From the line with "Input: one rendered" through the final line, transcribe the material below character for character; include no other lines.

§ DATA TO USE:
# # #
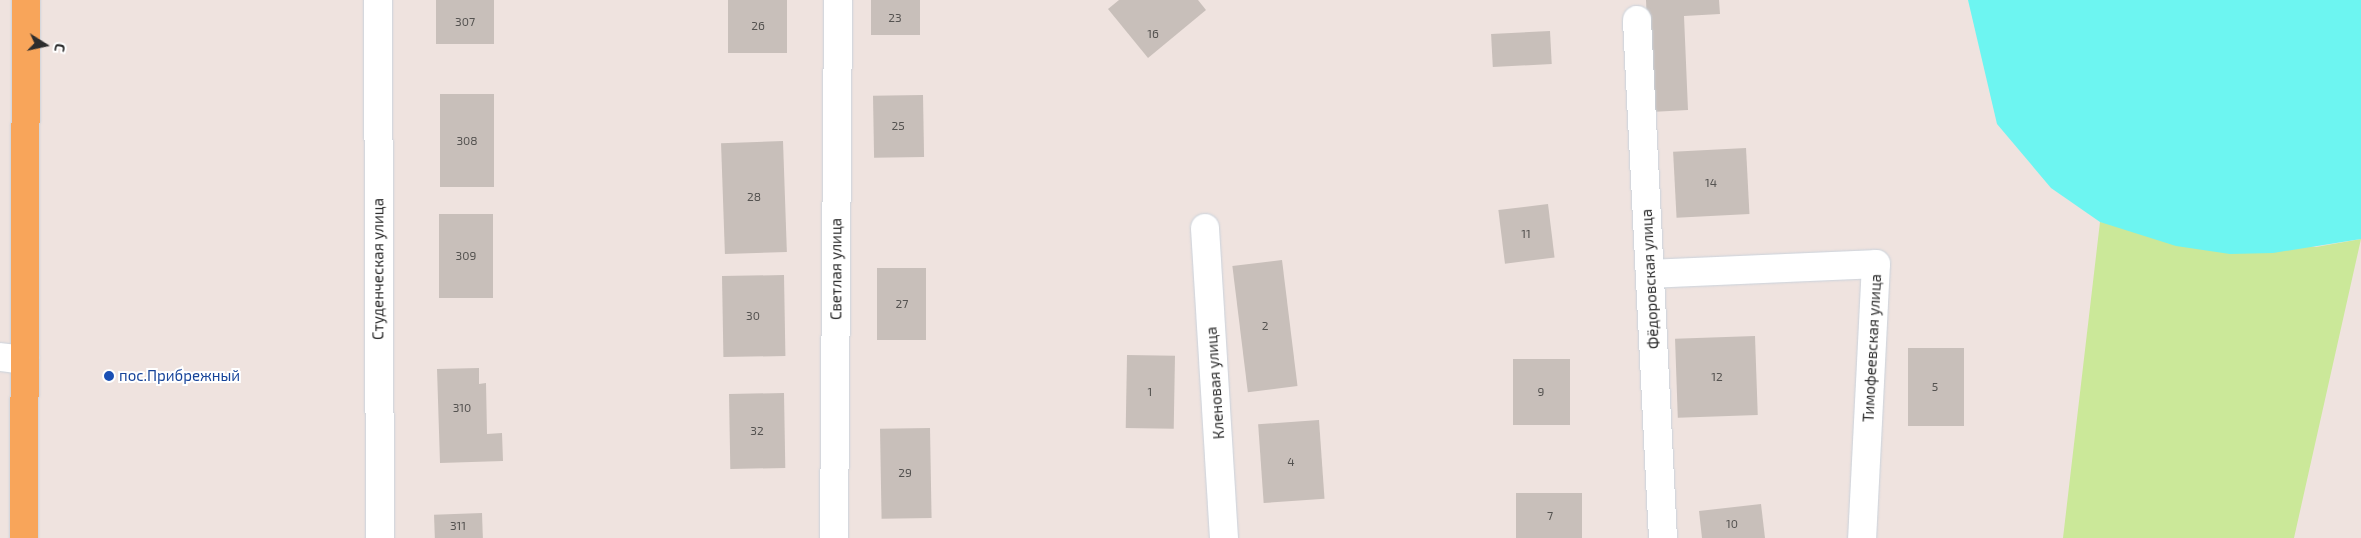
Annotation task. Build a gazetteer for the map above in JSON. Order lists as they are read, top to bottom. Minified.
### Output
{"streets":{"street":["Студенческая улица","Светлая улица","Фёдоровская улица","Тимофеевская улица","Кленовая улица"]},"crossings":[["Фёдоровская улица","Тимофеевская улица"]],"places":["пос.Прибрежный"],"house_numbers":["23","307","26","16","25","308","14","28","11","309","27","30","2","12","5","1","9","310","32","4","29","7","10","311"],"north":"right"}
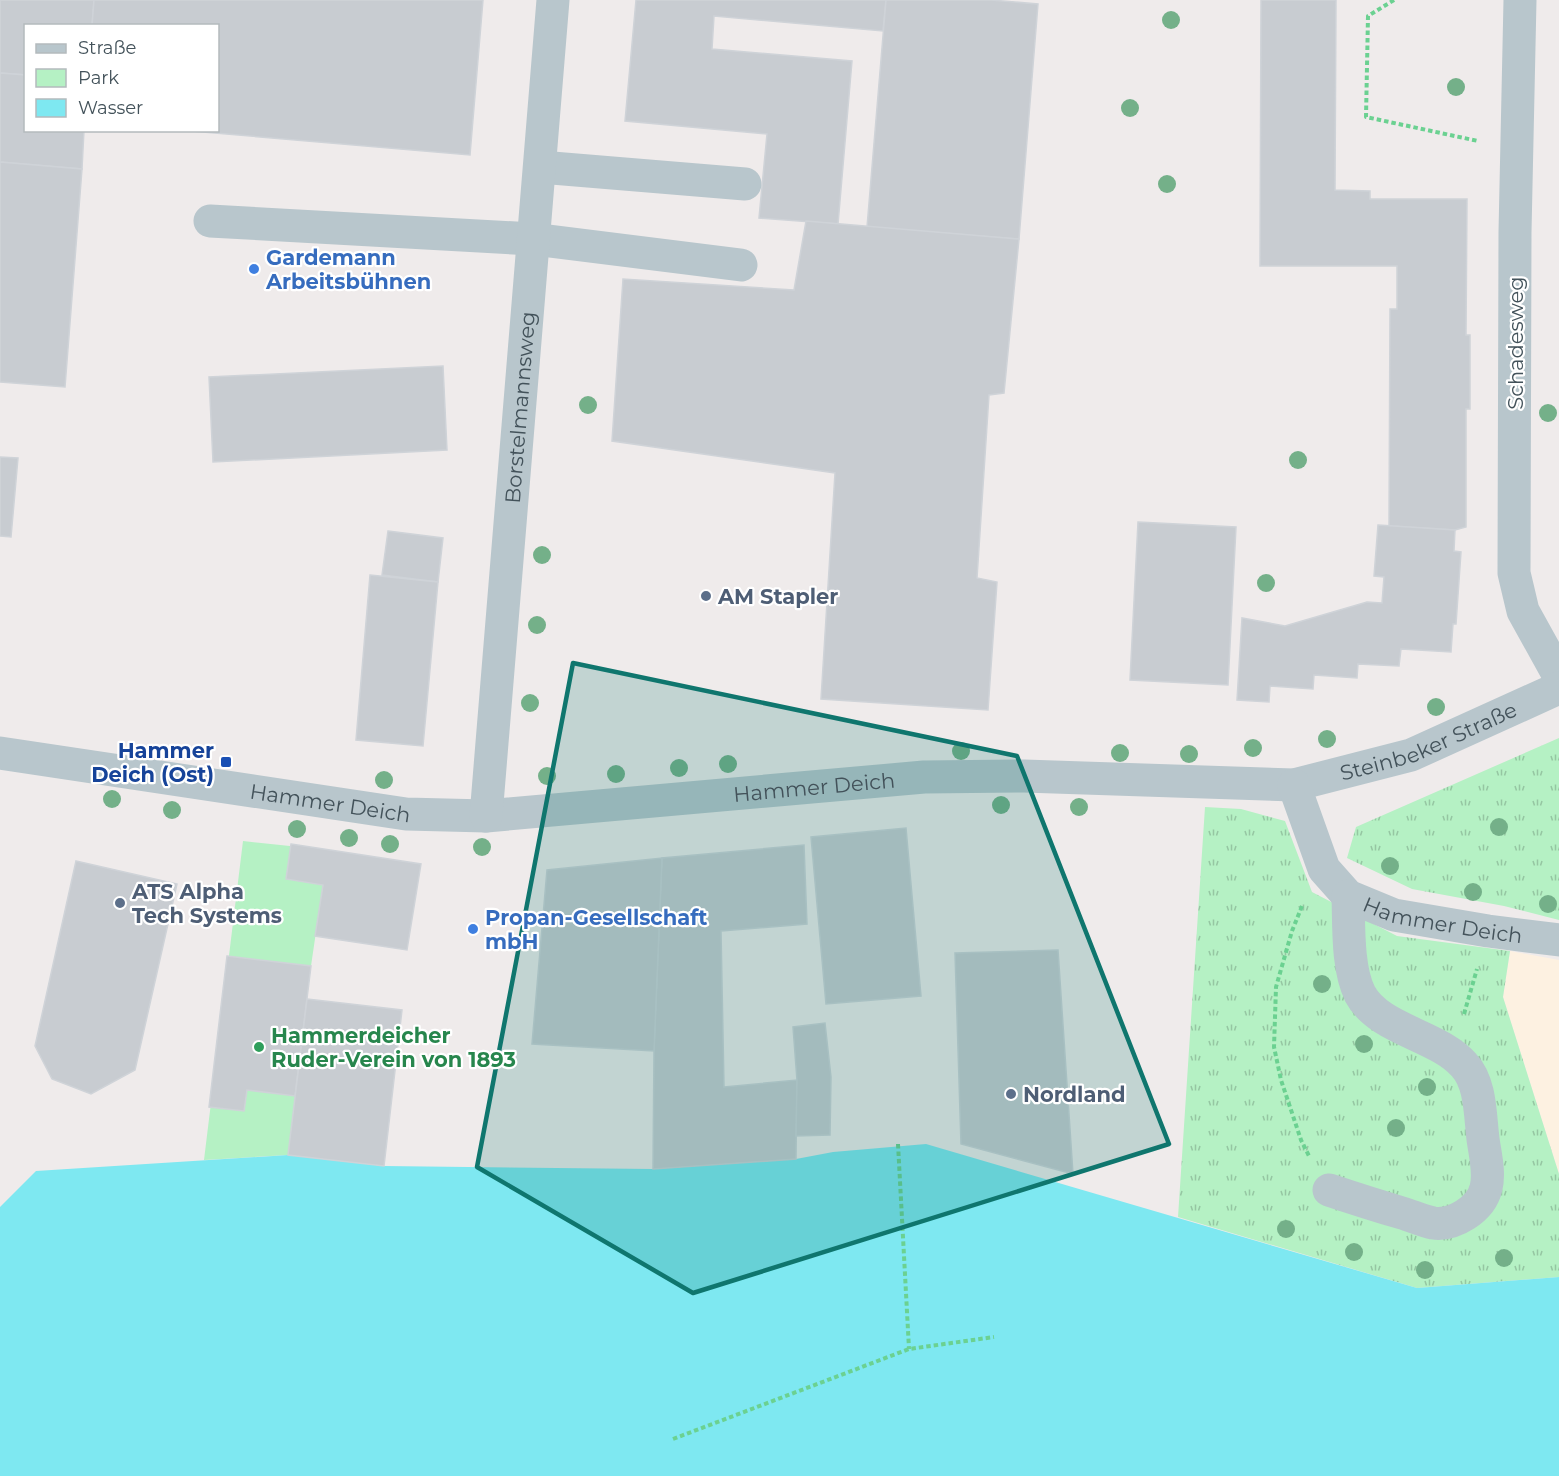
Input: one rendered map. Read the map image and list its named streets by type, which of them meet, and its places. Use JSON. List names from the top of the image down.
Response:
# # #
§ ANSWER BELOW:
Input: one rendered map. Read the map image and list its named streets by type, which of them meet, and its places. Use JSON. List names from the top of the image down.
Response:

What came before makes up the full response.